▶ **Supplied material**
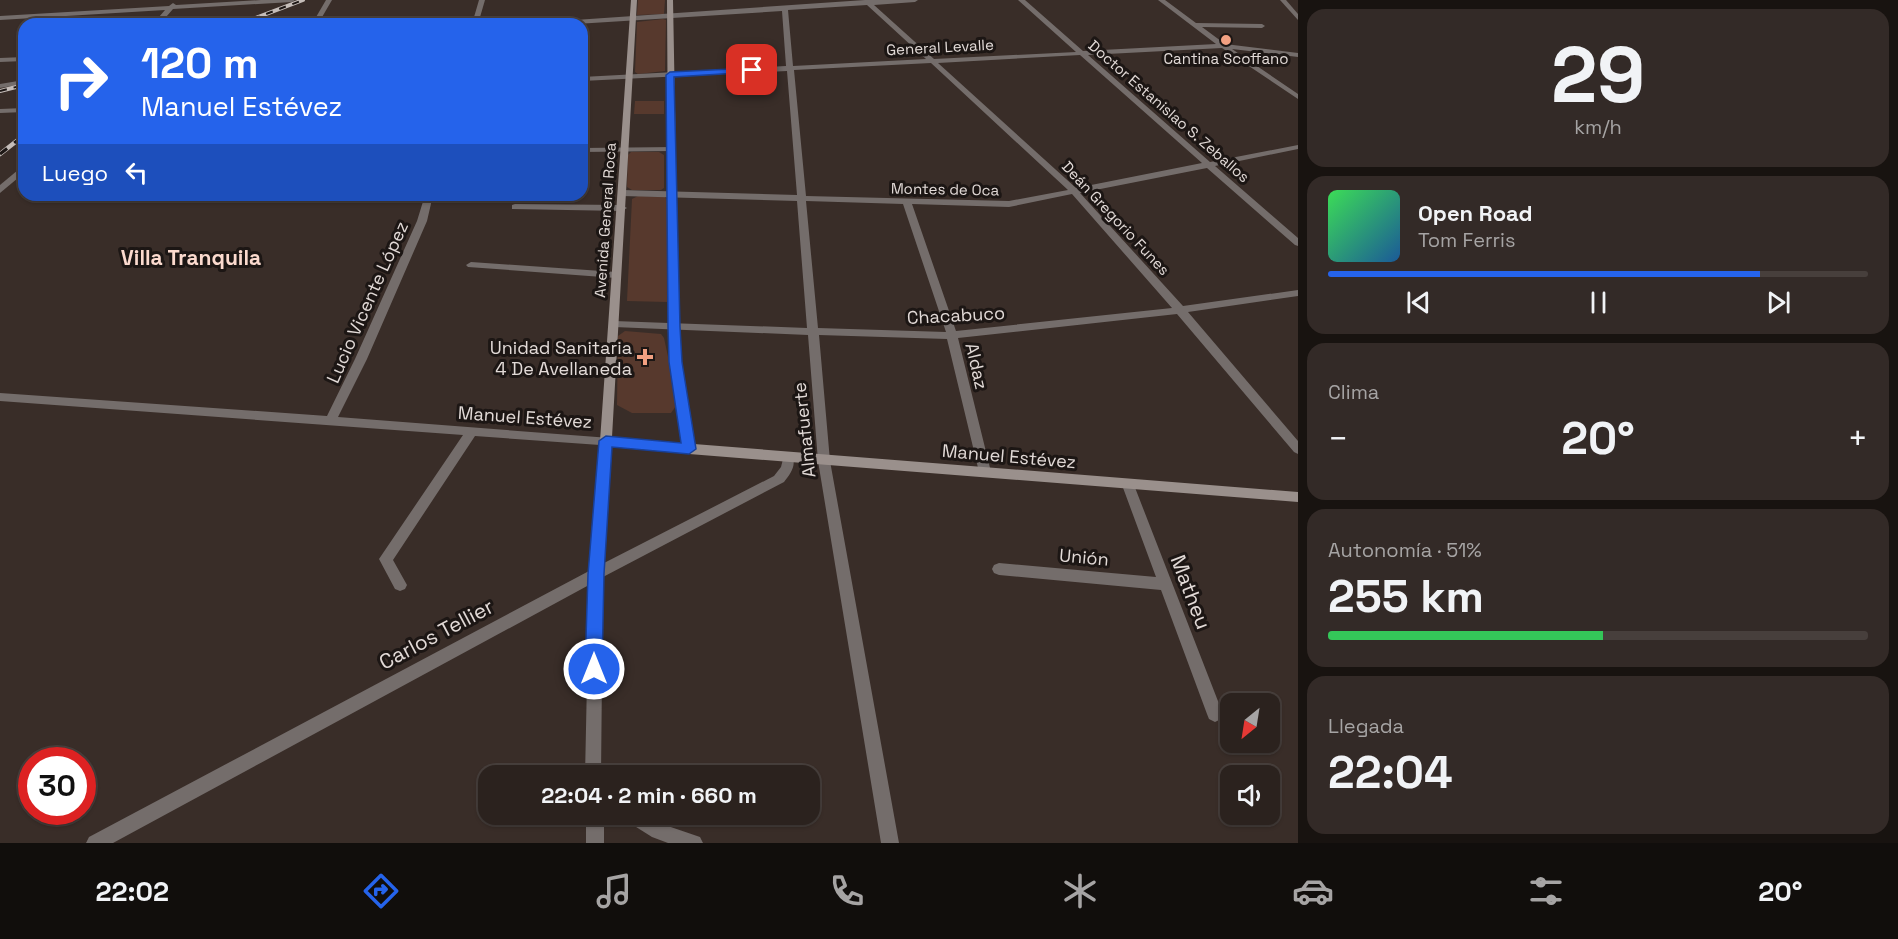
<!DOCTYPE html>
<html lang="es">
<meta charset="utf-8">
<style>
body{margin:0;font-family:"Space Grotesk",sans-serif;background:#332a27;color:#f1f3f6;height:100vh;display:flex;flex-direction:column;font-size:22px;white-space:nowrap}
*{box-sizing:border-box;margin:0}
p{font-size:20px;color:#a6a4a4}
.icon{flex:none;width:33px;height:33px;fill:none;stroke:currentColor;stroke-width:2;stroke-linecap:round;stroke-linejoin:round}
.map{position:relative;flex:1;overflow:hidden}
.drawer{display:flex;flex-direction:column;gap:9px;padding:9px;background:#181310;width:600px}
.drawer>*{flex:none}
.guide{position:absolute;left:18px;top:18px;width:570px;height:183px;border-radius:18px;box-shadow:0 2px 4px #0004,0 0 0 2px #473f3c;background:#2563eb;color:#fff;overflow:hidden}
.needle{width:39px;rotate:210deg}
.tools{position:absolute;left:1220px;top:693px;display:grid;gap:12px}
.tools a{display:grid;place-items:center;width:60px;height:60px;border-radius:12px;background:#2b221e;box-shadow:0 2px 4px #0004,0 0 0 2px #473f3c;font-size:30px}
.speed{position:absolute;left:18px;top:747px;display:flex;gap:12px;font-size:30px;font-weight:700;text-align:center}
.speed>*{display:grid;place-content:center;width:78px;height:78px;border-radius:50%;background:#2b221e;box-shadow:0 2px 4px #0004,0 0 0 2px #473f3c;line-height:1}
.speed .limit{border:9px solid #d22;background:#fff;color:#111}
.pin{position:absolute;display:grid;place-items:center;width:51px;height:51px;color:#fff;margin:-26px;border-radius:12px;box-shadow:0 3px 9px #0006}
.me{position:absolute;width:66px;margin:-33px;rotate:0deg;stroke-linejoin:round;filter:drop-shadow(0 0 4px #0008)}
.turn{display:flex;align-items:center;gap:21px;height:126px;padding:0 24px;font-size:27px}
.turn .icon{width:78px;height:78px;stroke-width:2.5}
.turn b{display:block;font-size:42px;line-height:51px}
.then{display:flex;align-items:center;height:57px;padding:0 24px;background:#0003;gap:12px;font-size:22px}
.big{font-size:45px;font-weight:700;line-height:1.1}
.drawer .tile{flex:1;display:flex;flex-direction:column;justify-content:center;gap:9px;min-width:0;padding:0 21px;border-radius:18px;background:#332a27}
.drawer .dial{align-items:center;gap:0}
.dial b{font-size:78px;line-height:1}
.song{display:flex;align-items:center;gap:18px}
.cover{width:72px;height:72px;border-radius:9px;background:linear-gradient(135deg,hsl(130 70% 55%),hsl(210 70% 35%))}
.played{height:6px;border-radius:3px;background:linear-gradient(90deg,#2563eb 80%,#473f3c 80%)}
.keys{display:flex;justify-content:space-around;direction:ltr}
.heat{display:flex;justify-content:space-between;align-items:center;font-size:33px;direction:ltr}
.charge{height:9px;border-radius:4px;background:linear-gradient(90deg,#34c759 51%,#473f3c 0)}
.trip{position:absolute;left:478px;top:765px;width:342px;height:60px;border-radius:18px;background:#2b221e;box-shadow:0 2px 4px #0004,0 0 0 2px #473f3c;font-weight:700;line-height:60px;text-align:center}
.menu{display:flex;height:96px;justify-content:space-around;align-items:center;background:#110e0c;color:#a6a4a4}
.menu .icon{width:42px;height:42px}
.menu .selected{color:#2563eb}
.menu b{font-size:27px;color:#f1f3f6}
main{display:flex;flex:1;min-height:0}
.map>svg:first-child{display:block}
.green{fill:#57392d}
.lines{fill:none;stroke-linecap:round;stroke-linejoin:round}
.street{fill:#746d6b;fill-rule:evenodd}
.secondary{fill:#9a908c;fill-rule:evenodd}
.rail-far1-casing{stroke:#c5bdb9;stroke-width:4}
.rail-casing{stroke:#c5bdb9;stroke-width:4.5}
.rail-far1{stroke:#1c1614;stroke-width:2;stroke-dasharray:7;stroke-linecap:butt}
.rail{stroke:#1c1614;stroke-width:3;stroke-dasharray:9;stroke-linecap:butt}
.route{fill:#2563eb;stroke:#184099;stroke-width:1.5}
.poi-dot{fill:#f2a081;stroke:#1c1614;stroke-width:2}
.labels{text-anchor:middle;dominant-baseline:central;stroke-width:6;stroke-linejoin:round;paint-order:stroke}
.far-street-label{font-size:15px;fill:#e2dad7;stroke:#1c1614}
.far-poi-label{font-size:15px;fill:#e2dad7;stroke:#1c1614}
.street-label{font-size:18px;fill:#e2dad7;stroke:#1c1614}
.poi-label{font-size:18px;fill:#e2dad7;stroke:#1c1614;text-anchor:end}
.quarter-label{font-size:21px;font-weight:bold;fill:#fbdace;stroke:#1c1614}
.near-street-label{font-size:21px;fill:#e2dad7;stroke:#1c1614}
</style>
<main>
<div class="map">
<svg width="1298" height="843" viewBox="0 0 1298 843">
<rect width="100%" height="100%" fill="#392d28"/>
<!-- green -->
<g class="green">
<path d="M 638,0 L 665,0 L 664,14 L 637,15 Z"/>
<path d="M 663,19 L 666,20 L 665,71 L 638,74 L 635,72 L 637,22 Z"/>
<path d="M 635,101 L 664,101 L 664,114 L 634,114 Z"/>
<path d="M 631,152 L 659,152 L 664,155 L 664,188 L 661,190 L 632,190 L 627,187 L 628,155 Z"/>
<path d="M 638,196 L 665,197 L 669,202 L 667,302 L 627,301 L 632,199 Z"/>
<path d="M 625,331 L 661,334 L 664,338 L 678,403 L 671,413 L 632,413 L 617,405 L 618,336 Z"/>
</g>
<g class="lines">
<!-- street -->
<g class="street">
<path d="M 261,0 L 295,0 L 292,2 L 173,9 L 160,24 L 153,24 L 165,10 L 0,20 L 0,16 L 169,6 L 173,3 L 176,5 Z"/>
<path d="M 326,0 L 332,0 L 318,24 L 312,24 Z"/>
<path d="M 479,0 L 485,0 L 478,24 L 472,24 Z"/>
<path d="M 865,0 L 918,0 L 915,2 L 874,5 L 934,59 L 1076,52 L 1018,0 L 1025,0 L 1083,51 L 1216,44 L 1158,0 L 1165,0 L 1196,23 L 1262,24 L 1265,26 L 1262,28 L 1202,27 L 1225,44 L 1298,53 L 1298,57 L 1232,49 L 1298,94 L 1298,99 L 1222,48 L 1088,55 L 1210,162 L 1298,145 L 1298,149 L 1215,166 L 1298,238 L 1298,246 L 1295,245 L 1207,168 L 1080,193 L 1183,306 L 1298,290 L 1298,296 L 1188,312 L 1298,441 L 1298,454 L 1294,452 L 1177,314 L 958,338 L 991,472 L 989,475 L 981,475 L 979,472 L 947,339 L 819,335 L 830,461 L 899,843 L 881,843 L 818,461 L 808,335 L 614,327 L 609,324 L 614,321 L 807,328 L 797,201 L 622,196 L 618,193 L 622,190 L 797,195 L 787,71 L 582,81 L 582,77 L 786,66 L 782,11 L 576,24 L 543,24 L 546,22 ZM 867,5 L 926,59 L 793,66 L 788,10 ZM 1080,55 L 1202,163 L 1076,188 L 938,63 ZM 931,63 L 1068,190 L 1009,201 L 806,196 L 794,70 ZM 1072,194 L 1172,308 L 956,331 L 912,204 L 1009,207 ZM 806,201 L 903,204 L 946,332 L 818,328 Z"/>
<path d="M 1280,0 L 1286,0 L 1298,14 L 1298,20 Z"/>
<path d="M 24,57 L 24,61 L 0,62 L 0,58 Z"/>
<path d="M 24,80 L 24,84 L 0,88 L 0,84 Z"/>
<path d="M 24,108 L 24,112 L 0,113 L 0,109 Z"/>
<path d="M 675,147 L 676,149 L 672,151 L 582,152 L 582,148 Z"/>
<path d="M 24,165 L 24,173 L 0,193 L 0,185 Z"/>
<path d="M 425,195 L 433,195 L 427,221 L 367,359 L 338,417 L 610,438 L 612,441 L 604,563 L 774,476 L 781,467 L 784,455 L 792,455 C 797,466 790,474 784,482 L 603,577 L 601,776 L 585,776 L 589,585 L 113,843 L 86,843 L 89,837 L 589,571 L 600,445 L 475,436 L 393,560 L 407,585 L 405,589 L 400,591 L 395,589 L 379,559 L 463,435 L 0,401 L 0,393 L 327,416 L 355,359 L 417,221 Z"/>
<path d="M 515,204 L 622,205 L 627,208 L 622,211 L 512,209 L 512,205 Z"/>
<path d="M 471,262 L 616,272 L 621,275 L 616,278 L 468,267 L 466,265 Z"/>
<path d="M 1128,480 L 1133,482 L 1134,485 L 1223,714 L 1221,719 L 1215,722 L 1209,719 L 1207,714 L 1161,590 L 999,575 L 994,573 L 992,569 L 994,565 L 999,563 L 1156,577 L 1122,485 L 1123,482 Z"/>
<rect x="586" y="814" width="18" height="29"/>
<path d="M 623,814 L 648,814 L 662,824 L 700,837 L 703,843 L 668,843 L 652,837 L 625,820 Z"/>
</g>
<!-- secondary -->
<path class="secondary" d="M 631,0 L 637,0 L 612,437 L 682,443 L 670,362 L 669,327 L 667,0 L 673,0 L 679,327 L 682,362 L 694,444 L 1298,492 L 1298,502 L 689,454 L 602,444 L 600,441 Z"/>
<defs>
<g id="rail-far1">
<path d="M 240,24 L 303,0"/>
<path d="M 0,91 L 24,85"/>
<path d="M 21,138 L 24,135"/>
</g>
<path id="rail" d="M 0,154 L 23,136"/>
</defs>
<!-- rail-far1 casing -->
<use href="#rail-far1" class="rail-far1-casing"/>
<!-- rail casing -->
<use href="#rail" class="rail-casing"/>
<!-- rail-far1 -->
<use href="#rail-far1" class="rail-far1"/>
<!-- rail -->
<use href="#rail" class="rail"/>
</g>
<!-- route -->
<path class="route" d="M 752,68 L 754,69 L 754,72 L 674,77 L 680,327 L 682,362 L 696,449 L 689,454 L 612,447 L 604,574 L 602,669 L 600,674 L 594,676 L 588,674 L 585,669 L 588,574 L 599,441 L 606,436 L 681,443 L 669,362 L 668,327 L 666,75 L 670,72 Z"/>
<!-- markers -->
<g class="poi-dot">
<circle cx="1226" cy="40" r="6"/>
<path d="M642 348h6v6h6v6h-6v6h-6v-6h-6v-6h6z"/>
</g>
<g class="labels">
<!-- far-street labels -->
<g class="far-street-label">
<text transform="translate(940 47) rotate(-3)">General Levalle</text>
<text transform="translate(1169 111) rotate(41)">Doctor Estanislao S. Zeballos</text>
<text transform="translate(945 189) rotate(1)">Montes de Oca</text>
<text transform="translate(1116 218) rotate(47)">Deán Gregorio Funes</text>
<text transform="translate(605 220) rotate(-86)">Avenida General Roca</text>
</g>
<!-- far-poi labels -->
<g class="far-poi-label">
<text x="1226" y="58">Cantina Scoffano</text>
</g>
<!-- street labels -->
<g class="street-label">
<text transform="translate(367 302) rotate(-66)">Lucio Vicente López</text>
<text transform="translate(956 315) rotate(-3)">Chacabuco</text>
<text transform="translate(977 366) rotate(77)">Aldaz</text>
<text transform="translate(525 417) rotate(4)">Manuel Estévez</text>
<text transform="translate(804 430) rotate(-96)">Almafuerte</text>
<text transform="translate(1009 456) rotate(5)">Manuel Estévez</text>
<text transform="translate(1084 557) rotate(5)">Unión</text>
</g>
<!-- poi labels -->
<g class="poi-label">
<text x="632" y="347">Unidad Sanitaria<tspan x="632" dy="21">4 De Avellaneda</tspan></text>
</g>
<!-- quarter labels -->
<g class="quarter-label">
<text x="191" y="257">Villa Tranquila</text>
</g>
<!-- near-street labels -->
<g class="near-street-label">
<text transform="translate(1191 592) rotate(69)">Matheu</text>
<text transform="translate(436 634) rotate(-28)">Carlos Tellier</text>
</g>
</g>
</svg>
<div class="tools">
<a><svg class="needle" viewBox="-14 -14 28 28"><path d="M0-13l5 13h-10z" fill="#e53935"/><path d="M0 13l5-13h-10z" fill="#a6a4a4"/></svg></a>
<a><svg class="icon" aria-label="sound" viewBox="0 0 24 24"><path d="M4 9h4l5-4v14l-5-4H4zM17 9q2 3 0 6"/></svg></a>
</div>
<div class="speed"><div class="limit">30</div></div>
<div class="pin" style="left:752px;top:70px;background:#d93025"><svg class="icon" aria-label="arrive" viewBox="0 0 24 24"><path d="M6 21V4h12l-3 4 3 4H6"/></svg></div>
<svg class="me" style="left:594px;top:669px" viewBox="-20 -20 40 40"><circle r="17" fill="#2563eb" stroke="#fff" stroke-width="3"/><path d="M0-11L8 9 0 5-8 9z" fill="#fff"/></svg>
<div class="trip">22:04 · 2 min · 660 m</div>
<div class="guide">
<div class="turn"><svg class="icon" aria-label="right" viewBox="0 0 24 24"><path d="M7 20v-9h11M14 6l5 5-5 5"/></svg><div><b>120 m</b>Manuel Estévez</div></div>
<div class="then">Luego<svg class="icon" aria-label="left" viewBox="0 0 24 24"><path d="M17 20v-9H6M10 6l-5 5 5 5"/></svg></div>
</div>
</div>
<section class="drawer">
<div class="tile dial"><b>29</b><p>km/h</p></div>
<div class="tile">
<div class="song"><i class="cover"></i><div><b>Open Road</b><p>Tom Ferris</p></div></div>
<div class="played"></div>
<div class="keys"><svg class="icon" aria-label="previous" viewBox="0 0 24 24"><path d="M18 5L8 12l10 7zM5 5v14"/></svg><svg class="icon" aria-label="pause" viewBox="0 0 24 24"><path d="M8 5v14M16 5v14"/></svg><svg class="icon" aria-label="next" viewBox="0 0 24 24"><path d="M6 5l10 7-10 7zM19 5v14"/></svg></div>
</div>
<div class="tile"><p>Clima</p>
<div class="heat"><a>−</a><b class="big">20°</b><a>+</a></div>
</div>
<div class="tile"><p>Autonomía · 51%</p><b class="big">255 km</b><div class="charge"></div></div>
<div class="tile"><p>Llegada</p><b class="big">22:04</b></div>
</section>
</main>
<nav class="menu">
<b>22:02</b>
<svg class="icon selected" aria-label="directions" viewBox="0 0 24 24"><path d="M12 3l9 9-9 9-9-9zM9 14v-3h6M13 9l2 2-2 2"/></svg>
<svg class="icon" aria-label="music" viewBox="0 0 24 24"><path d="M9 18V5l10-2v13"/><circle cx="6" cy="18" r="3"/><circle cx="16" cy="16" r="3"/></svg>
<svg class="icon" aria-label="phone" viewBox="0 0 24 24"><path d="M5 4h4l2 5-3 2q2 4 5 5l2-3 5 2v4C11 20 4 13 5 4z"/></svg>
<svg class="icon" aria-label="climate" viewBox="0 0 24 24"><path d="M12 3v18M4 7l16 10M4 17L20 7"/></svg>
<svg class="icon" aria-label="car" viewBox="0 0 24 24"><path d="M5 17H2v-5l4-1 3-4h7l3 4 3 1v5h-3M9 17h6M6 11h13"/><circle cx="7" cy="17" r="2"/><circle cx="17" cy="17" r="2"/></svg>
<svg class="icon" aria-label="filters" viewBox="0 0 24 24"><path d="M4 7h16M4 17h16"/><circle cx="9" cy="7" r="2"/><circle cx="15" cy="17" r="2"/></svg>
<b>20°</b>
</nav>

▶ **Task directions**
Which lines in the records above contain the string "played"? Copy each one.

▶ **Solved exercise**
.played{height:6px;border-radius:3px;background:linear-gradient(90deg,#2563eb 80%,#473f3c 80%)}
<div class="played"></div>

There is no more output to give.